**TASK BRIEF**
Within the records below, repeat each line exactly but keep every picture out of the copy.

[Start of Attachment]

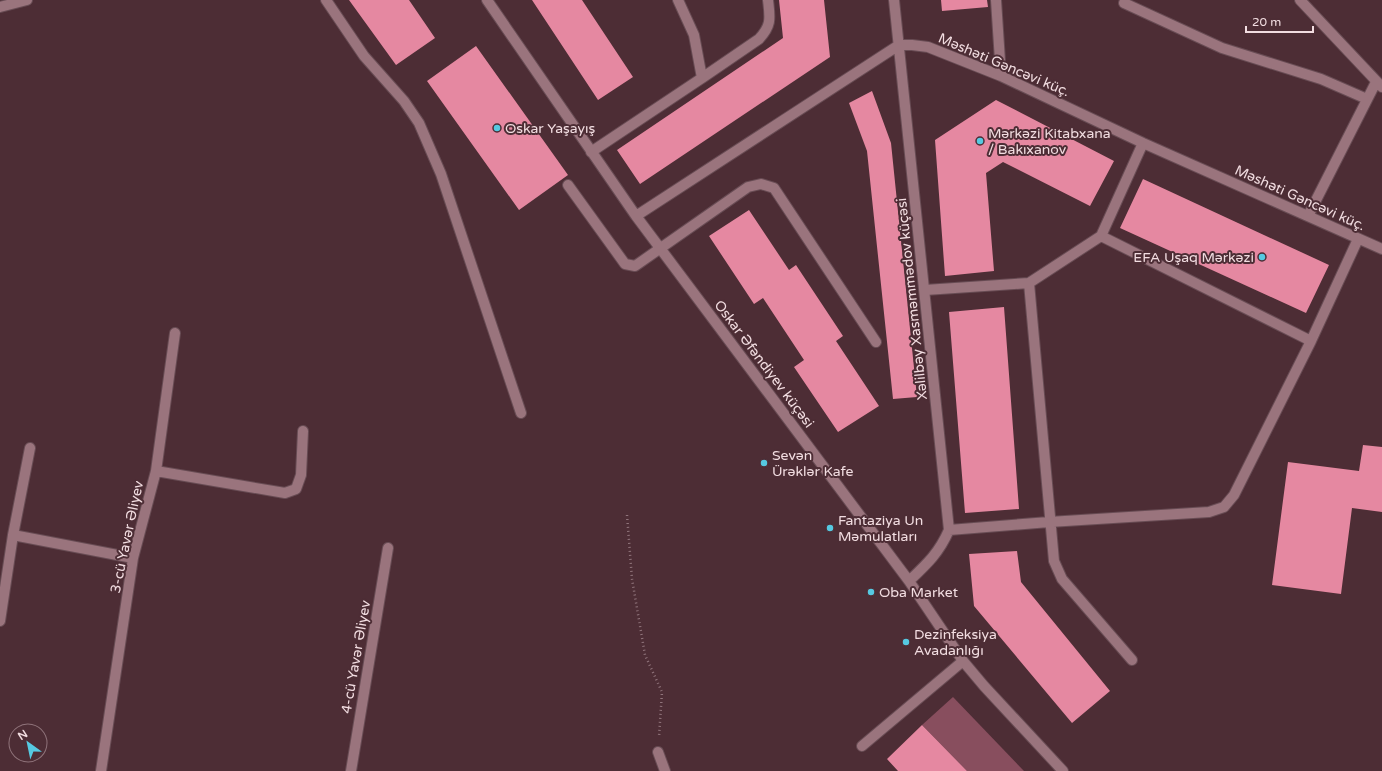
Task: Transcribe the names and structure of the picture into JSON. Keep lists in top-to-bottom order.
{
  "streets": {
    "street": [
      "Məshəti Gəncəvi küç.",
      "Xəlilbəy Xasməmmədov küçəsi",
      "Oskar Əfəndiyev küçəsi",
      "3-cü Yavər Əliyev",
      "4-cü Yavər Əliyev"
    ]
  },
  "crossings": [
    ["Məshəti Gəncəvi küç.", "Xəlilbəy Xasməmmədov küçəsi"]
  ],
  "places": [
    "Oskar Yaşayış",
    "Mərkəzi Kitabxana / Bakıxanov",
    "EFA Uşaq Mərkəzi",
    "Sevən Ürəklər Kafe",
    "Fantaziya Un Məmulatları",
    "Oba Market",
    "Dezinfeksiya Avadanlığı"
  ],
  "scale_bar": "20 m",
  "north": "top left"
}
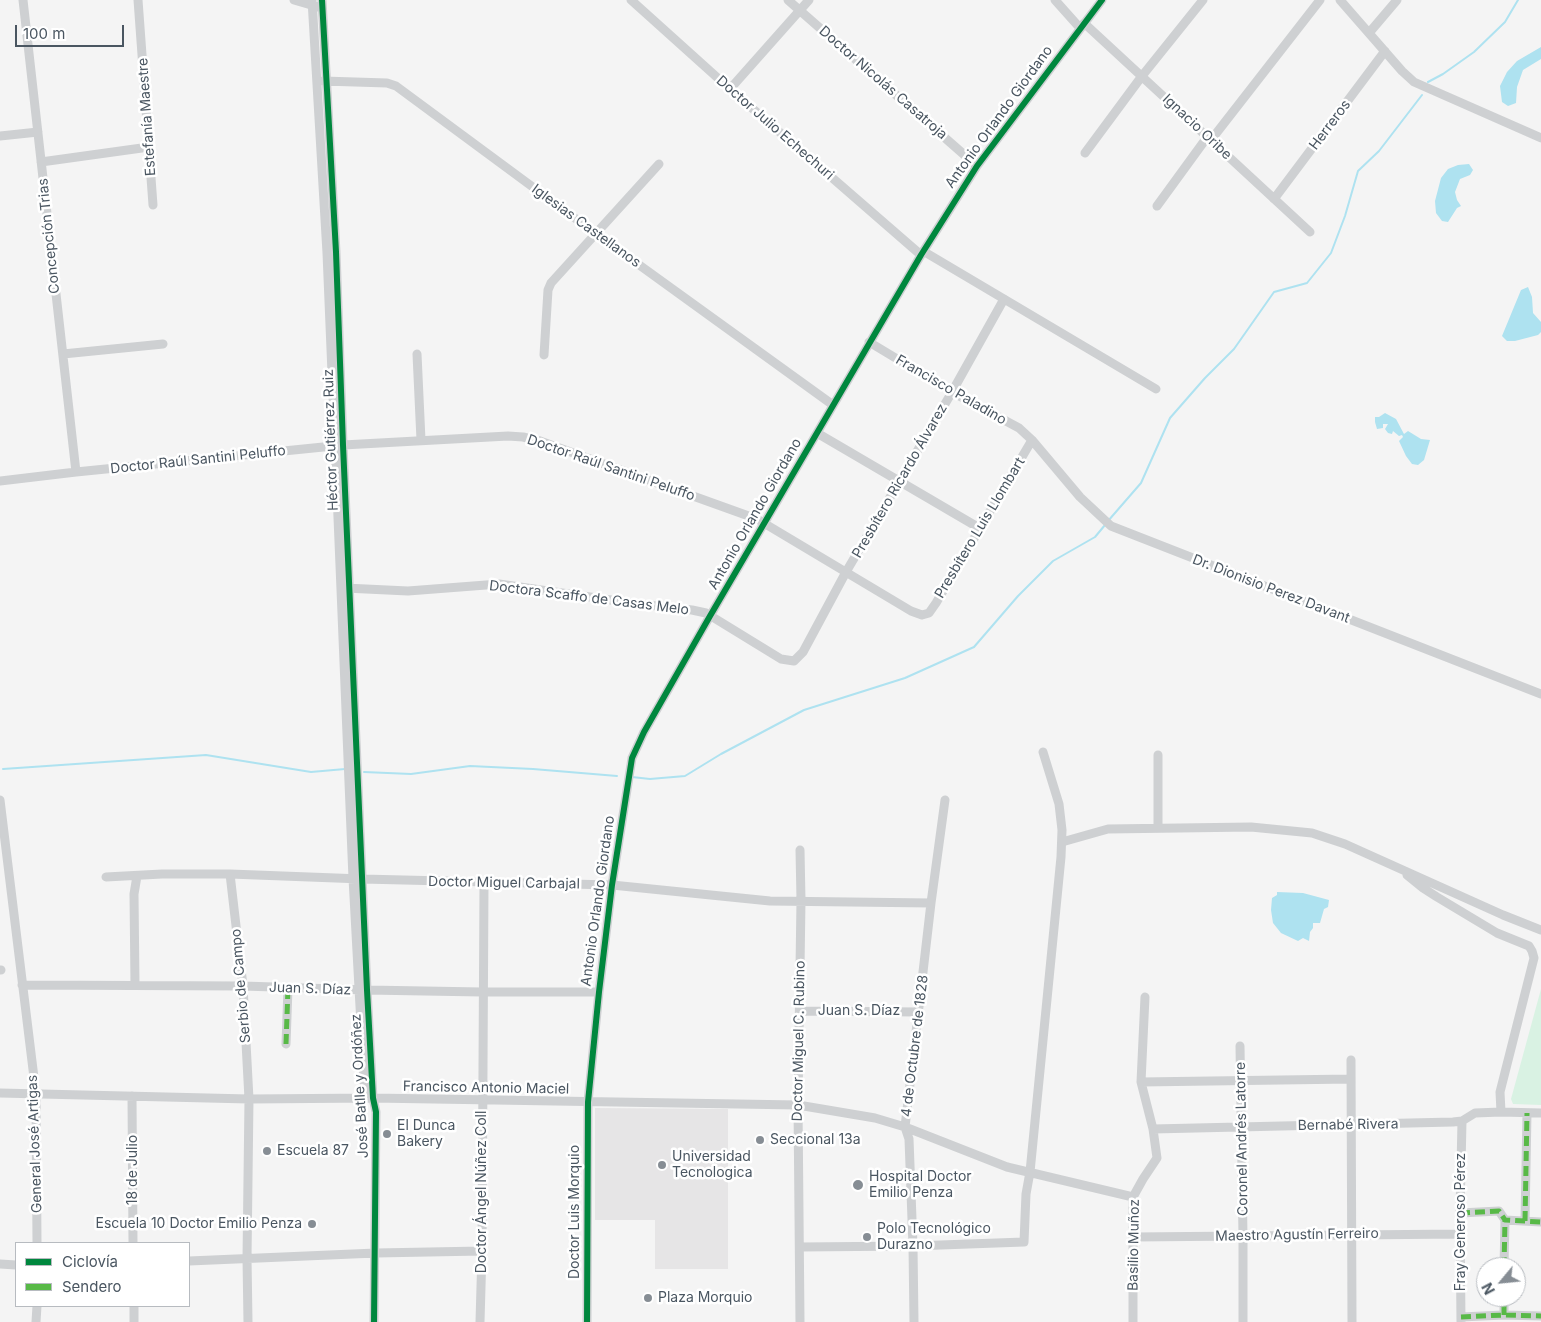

[End of Attachment]

**FINAL ANSWER**
Task: Transcribe the names and structure of the picture into JSON. Keep lists in top-to-bottom order.
{
  "streets": {
    "street": [
      "Məshəti Gəncəvi küç.",
      "Xəlilbəy Xasməmmədov küçəsi",
      "Oskar Əfəndiyev küçəsi",
      "3-cü Yavər Əliyev",
      "4-cü Yavər Əliyev"
    ]
  },
  "crossings": [
    ["Məshəti Gəncəvi küç.", "Xəlilbəy Xasməmmədov küçəsi"]
  ],
  "places": [
    "Oskar Yaşayış",
    "Mərkəzi Kitabxana / Bakıxanov",
    "EFA Uşaq Mərkəzi",
    "Sevən Ürəklər Kafe",
    "Fantaziya Un Məmulatları",
    "Oba Market",
    "Dezinfeksiya Avadanlığı"
  ],
  "scale_bar": "20 m",
  "north": "top left"
}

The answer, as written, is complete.